Tenemos pruebas de los chicos, en nuestros trabajos, que les decimos “si queres
charlar con nosotros”, la respuesta es “¿me va a pagar por esto?”. ¿Cómo repercute en
los pensamientos de los jóvenes? ¿Hasta qué punto se aprende o se va aprendiendo
maneras de ver la realidad que tal vez estén estimulando el sometimiento vs la
resistencia y la creación?
No lo sabemos, es nuestro olfato, porque así trabaja un investigador, es un
supuesto de anticipación de sentido basado en las evidencias empíricas de las colegas
que están trabajando en esto.


¿Cómo juegan los diferentes espacios de aprendizaje en esta dialéctica de
resistencia vs sometimiento? ¿Cómo juega la escuela si juega? ¿Cómo juega la familia
si juega? ¿Como juega el barrio?, etc.
Eso desde la perspectiva de la pregunta.
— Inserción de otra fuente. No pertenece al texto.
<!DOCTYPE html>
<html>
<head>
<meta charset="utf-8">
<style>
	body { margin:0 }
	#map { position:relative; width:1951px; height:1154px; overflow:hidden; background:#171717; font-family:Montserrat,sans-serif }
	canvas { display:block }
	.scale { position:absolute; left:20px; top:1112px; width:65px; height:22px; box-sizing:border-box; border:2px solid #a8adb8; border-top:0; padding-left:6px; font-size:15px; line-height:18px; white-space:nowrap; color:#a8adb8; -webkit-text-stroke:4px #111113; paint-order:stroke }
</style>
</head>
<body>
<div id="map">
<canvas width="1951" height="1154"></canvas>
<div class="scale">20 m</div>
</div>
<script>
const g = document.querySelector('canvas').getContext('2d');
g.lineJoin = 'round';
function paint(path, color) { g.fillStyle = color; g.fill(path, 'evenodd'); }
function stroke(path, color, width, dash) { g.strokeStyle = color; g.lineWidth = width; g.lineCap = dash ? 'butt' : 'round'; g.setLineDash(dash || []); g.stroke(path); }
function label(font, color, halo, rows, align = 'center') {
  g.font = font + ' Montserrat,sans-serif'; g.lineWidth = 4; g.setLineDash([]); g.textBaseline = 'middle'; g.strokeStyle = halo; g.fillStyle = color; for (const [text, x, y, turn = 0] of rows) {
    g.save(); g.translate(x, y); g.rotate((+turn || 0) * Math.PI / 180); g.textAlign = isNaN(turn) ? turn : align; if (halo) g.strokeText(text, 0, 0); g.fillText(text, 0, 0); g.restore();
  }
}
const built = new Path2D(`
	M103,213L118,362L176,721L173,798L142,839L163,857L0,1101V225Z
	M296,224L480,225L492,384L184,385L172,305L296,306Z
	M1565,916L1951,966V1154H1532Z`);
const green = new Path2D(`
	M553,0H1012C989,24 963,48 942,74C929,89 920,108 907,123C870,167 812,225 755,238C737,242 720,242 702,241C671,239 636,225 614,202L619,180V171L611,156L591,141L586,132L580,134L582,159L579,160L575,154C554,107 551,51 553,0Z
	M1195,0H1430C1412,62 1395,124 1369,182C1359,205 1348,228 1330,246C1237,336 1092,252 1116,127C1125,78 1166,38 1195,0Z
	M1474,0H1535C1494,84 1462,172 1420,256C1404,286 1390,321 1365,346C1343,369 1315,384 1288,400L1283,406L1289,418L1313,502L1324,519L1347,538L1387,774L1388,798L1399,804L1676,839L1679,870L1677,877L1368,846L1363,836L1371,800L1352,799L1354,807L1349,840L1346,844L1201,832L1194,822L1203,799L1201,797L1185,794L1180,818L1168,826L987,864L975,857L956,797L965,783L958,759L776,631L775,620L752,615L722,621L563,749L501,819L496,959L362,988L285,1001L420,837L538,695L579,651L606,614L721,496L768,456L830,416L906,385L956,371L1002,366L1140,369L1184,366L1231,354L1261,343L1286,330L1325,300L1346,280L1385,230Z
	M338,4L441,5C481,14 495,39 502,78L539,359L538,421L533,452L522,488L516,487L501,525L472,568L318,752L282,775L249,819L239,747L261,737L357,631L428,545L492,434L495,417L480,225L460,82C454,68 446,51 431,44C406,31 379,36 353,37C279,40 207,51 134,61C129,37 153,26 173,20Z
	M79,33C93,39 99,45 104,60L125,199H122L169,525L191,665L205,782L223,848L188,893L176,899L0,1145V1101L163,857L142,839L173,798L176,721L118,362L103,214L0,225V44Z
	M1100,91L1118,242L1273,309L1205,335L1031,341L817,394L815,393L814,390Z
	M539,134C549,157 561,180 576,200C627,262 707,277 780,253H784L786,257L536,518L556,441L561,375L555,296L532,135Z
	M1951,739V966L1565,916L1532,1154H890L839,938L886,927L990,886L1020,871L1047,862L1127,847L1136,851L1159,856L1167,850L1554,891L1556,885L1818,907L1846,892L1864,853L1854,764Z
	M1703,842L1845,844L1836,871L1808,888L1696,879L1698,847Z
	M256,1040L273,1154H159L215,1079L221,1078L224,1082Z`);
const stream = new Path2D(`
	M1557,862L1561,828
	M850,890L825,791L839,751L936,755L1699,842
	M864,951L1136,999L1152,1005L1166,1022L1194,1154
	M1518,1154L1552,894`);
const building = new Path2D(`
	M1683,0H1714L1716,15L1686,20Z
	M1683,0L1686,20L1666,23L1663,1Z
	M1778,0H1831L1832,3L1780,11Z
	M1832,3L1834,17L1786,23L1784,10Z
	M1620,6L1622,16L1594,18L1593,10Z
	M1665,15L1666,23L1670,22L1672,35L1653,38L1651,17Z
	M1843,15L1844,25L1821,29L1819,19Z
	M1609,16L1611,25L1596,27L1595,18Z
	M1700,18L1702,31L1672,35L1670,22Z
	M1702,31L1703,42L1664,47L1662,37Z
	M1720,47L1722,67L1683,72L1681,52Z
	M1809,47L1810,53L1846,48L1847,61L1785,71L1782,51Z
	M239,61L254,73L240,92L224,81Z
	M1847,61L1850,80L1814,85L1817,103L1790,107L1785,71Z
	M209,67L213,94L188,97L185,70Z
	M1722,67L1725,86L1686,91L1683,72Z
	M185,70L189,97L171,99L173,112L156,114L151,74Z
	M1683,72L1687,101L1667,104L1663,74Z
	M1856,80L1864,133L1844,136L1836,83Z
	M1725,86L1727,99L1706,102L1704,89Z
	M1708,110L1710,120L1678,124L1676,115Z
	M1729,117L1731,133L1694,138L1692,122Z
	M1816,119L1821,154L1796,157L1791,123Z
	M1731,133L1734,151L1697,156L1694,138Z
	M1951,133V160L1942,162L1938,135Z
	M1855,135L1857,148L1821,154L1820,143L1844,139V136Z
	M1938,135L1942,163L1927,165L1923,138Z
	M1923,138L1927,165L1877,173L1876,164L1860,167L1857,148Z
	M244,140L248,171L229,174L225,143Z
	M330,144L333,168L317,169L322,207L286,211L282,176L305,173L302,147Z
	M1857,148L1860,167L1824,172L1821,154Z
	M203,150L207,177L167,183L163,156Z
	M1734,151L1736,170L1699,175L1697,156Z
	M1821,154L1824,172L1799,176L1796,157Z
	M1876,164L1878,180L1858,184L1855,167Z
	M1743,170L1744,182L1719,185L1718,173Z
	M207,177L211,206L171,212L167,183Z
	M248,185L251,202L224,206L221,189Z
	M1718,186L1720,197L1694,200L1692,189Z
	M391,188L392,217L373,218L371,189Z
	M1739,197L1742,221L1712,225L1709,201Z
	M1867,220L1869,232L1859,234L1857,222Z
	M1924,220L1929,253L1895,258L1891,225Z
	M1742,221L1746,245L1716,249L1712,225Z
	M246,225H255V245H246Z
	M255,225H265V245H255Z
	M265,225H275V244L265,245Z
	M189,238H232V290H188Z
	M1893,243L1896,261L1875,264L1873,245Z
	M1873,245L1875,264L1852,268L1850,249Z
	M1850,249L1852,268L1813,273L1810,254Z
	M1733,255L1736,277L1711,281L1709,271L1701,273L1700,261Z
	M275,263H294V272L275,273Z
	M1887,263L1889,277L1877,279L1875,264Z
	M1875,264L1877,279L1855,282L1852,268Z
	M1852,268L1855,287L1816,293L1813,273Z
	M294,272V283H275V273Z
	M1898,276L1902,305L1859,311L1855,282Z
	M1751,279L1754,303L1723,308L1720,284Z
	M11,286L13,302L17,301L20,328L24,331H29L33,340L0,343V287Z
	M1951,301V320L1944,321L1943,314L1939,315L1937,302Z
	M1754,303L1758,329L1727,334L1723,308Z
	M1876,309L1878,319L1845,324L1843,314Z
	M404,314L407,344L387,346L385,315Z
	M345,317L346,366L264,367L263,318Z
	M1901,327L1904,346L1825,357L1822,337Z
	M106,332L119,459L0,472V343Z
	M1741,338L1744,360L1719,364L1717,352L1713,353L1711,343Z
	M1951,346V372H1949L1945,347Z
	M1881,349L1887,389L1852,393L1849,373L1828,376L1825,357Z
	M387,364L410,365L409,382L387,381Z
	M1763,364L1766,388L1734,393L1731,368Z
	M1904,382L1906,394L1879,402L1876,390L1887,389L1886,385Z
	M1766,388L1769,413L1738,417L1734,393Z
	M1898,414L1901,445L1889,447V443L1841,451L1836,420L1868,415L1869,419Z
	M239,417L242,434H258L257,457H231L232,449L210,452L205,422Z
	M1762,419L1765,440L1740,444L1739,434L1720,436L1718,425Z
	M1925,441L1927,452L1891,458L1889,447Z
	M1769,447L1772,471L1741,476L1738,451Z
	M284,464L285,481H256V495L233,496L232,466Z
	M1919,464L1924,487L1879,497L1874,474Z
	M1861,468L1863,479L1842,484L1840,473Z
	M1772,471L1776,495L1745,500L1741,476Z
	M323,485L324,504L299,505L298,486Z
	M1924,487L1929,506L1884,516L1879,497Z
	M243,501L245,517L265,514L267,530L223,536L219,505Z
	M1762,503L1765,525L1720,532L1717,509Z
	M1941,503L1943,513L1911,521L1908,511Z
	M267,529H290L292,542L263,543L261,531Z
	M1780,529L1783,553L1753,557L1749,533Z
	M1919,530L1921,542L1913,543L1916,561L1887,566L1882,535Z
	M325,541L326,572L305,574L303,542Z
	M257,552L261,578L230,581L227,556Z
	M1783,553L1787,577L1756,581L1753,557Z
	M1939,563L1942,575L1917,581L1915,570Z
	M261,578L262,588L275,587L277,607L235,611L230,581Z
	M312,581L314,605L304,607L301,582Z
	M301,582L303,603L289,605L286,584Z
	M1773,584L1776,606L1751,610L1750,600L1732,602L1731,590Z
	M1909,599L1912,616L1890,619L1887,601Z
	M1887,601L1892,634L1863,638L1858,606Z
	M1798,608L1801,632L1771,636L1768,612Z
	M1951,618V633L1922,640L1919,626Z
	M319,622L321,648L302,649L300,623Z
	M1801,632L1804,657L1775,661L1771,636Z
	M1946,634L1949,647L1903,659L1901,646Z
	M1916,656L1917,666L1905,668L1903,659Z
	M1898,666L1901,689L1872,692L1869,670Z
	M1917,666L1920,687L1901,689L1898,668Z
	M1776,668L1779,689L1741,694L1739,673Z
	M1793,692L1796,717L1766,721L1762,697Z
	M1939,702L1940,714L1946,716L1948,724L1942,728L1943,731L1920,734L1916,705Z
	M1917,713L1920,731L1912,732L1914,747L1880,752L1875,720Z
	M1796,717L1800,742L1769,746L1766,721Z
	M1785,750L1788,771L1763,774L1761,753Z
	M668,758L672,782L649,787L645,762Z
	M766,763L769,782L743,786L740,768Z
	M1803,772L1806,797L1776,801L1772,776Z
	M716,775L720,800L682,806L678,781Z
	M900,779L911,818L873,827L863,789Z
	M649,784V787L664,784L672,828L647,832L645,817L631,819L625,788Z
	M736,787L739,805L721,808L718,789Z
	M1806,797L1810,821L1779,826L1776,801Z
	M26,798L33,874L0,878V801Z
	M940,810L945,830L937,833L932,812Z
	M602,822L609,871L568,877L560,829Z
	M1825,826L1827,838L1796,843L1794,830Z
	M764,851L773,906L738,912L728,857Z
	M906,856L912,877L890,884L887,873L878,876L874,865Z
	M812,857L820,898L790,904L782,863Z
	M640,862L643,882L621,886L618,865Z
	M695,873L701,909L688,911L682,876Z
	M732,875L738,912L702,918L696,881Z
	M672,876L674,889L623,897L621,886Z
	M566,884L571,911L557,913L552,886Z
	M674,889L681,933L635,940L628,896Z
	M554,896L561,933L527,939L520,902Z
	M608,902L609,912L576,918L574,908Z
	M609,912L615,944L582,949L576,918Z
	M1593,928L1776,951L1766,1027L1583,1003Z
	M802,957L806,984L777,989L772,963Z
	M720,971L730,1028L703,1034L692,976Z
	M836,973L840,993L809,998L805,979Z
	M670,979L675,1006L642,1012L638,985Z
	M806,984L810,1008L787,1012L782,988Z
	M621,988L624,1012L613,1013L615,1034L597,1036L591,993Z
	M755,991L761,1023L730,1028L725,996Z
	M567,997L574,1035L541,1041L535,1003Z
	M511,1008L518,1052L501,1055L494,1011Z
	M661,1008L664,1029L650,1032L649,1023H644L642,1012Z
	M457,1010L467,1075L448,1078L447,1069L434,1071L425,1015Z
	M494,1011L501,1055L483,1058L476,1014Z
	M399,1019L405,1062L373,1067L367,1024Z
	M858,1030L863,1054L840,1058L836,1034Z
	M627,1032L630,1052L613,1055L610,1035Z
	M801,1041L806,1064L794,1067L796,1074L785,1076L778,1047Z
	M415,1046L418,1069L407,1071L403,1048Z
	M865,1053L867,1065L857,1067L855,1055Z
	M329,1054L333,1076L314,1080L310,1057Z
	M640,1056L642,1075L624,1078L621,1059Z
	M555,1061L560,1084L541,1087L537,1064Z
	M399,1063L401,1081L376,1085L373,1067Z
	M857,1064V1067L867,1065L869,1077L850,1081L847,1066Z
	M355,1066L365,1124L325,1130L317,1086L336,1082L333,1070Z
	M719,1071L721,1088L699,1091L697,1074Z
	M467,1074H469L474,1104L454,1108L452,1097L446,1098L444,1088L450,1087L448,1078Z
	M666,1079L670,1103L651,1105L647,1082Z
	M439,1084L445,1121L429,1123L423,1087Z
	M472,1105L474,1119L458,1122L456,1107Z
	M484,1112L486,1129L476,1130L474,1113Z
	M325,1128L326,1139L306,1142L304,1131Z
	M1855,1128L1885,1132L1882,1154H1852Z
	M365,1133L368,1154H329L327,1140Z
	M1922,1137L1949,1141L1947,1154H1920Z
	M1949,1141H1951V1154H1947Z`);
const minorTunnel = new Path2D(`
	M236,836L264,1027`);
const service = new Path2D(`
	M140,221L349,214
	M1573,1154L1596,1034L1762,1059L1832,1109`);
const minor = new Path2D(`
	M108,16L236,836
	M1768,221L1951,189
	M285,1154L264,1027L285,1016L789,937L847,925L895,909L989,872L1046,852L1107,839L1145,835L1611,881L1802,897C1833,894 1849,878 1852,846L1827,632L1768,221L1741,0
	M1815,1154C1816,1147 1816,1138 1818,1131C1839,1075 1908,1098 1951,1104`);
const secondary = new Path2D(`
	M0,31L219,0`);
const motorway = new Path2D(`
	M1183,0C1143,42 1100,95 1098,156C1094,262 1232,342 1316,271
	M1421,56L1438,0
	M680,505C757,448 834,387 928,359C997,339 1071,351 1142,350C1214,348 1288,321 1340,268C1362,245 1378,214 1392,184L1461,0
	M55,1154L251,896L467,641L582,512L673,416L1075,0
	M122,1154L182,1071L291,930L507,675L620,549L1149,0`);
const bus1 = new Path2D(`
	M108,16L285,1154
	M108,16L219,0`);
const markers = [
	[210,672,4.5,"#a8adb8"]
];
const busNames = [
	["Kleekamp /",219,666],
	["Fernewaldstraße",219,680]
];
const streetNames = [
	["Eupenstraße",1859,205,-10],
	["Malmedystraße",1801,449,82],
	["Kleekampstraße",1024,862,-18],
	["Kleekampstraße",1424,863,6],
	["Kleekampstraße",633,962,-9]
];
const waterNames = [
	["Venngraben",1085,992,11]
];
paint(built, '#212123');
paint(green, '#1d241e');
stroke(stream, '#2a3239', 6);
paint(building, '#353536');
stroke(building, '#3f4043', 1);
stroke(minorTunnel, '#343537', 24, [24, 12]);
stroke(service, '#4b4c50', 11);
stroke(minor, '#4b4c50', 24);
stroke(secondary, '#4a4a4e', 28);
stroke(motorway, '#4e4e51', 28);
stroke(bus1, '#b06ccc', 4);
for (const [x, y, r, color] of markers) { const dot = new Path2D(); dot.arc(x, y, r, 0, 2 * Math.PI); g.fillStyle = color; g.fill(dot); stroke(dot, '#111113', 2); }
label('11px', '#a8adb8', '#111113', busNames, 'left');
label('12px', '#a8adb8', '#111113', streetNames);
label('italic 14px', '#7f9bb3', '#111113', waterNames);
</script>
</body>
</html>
Creo que en función de lo que les
presentaba, desde mi perspectiva, son preguntas que pueden orientar una investigación
educativa en relación a esa visión de contexto que desde nuestra perspectiva es muy
importante.
El para qué, y aquí vuelvo a cómo concebían los clásicos de la teoría social
crítica y cómo la conciben a la ciencia como un instrumento de emancipación,
refiriéndose a la posibilidad de trabajar con la población el descubrimiento y la
investigación de su propia realidad.


La emancipación está referida a lo que llamamos la praxis de pensamiento, es
decir, la construcción de nuestro pensamiento de una manera que apoye a una acción de
organización y de participación social.
Esto es una visión de percibir la ciencia y la investigación buscando en este
“para qué” de la construcción del objeto científico un “para qué” que tiene que ver con
la posibilidad de actuar en lo más valioso que nosotros como educadores tenemos, que
es el pensamiento.
Y por último el cómo. Y acá si desde nuestra perspectiva la consistencia de este
“qué” con este “para qué” tiene un “cómo” esencial, que es el envolvimiento del objeto,
de los actores, en la construcción de conocimiento científico sobre su realidad y esto es
posible en cualquier investigación. No es necesario hacer toda una investigación- acción
participativa que a veces no se puede, sino simplemente tener en cuenta las instancias de
trabajo y de retroalimentación con la población que mínimamente posibiliten - que el
objeto estudiado se convierta en sujeto de descubrimiento de su propia realidad, es
decir, objetivice su realidad de una manera diferente - Eso para nosotros es la semillita
de la emancipación de los otros y de nosotros también.